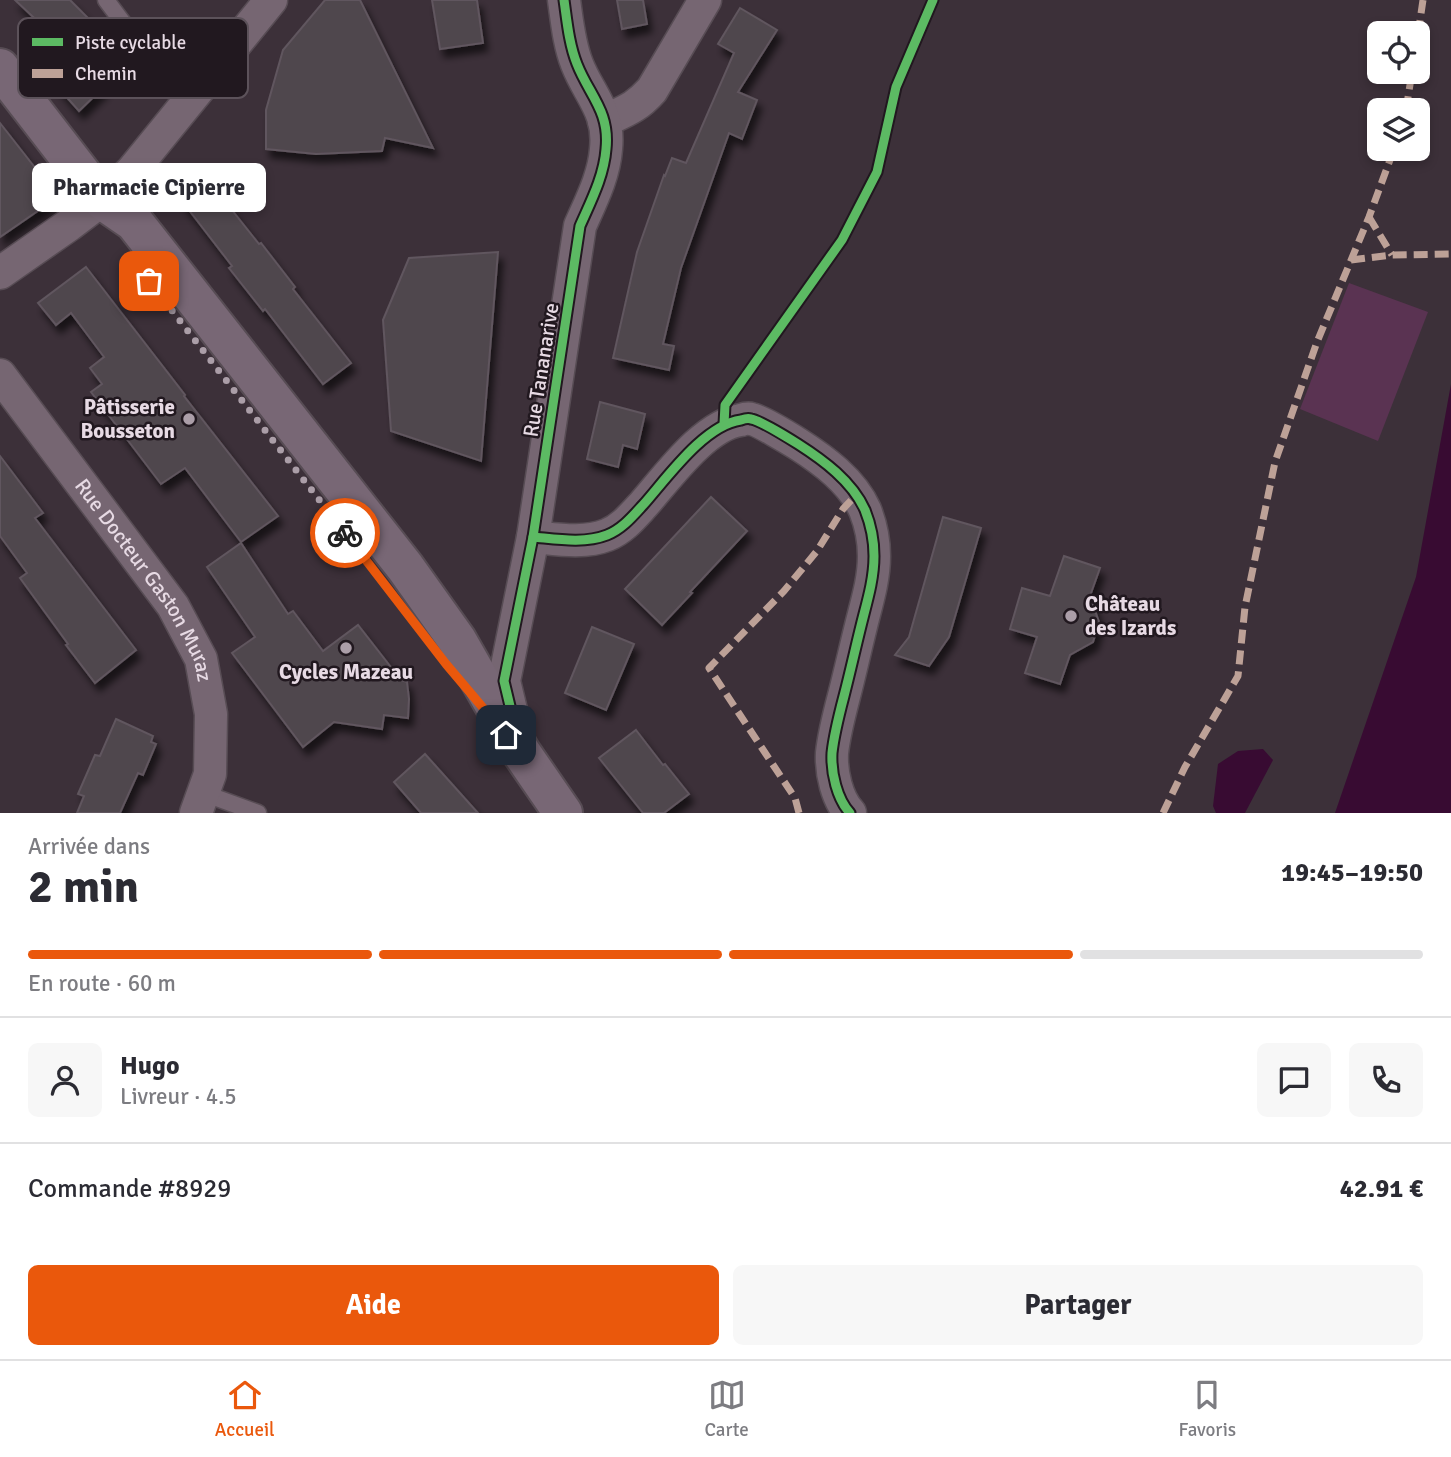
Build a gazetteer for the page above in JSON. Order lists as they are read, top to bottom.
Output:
{
  "streets": {
    "street": ["Rue Tananarive", "Rue Docteur Gaston Muraz"]
  },
  "places": [
    "Pharmacie Cipierre",
    "Pâtisserie Bousseton",
    "Château des Izards",
    "Cycles Mazeau"
  ],
  "legend": ["Piste cyclable", "Chemin"],
  "page": {
    "bubble": "Pharmacie Cipierre",
    "heading": ["2 min", "Arrivée dans", "19:45–19:50"],
    "panel": [
      "Hugo",
      "Livreur · 4.5",
      "Commande #8929",
      "42.91 €"
    ],
    "bar": "En route · 60 m",
    "buttons": ["Aide", "Partager"],
    "tabs": ["Accueil", "Carte", "Favoris"]
  }
}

§ **Task details**:
Copy each line above exactly, with no images.

§ **Response area**:
Build a gazetteer for the page above in JSON. Order lists as they are read, top to bottom.
Output:
{
  "streets": {
    "street": ["Rue Tananarive", "Rue Docteur Gaston Muraz"]
  },
  "places": [
    "Pharmacie Cipierre",
    "Pâtisserie Bousseton",
    "Château des Izards",
    "Cycles Mazeau"
  ],
  "legend": ["Piste cyclable", "Chemin"],
  "page": {
    "bubble": "Pharmacie Cipierre",
    "heading": ["2 min", "Arrivée dans", "19:45–19:50"],
    "panel": [
      "Hugo",
      "Livreur · 4.5",
      "Commande #8929",
      "42.91 €"
    ],
    "bar": "En route · 60 m",
    "buttons": ["Aide", "Partager"],
    "tabs": ["Accueil", "Carte", "Favoris"]
  }
}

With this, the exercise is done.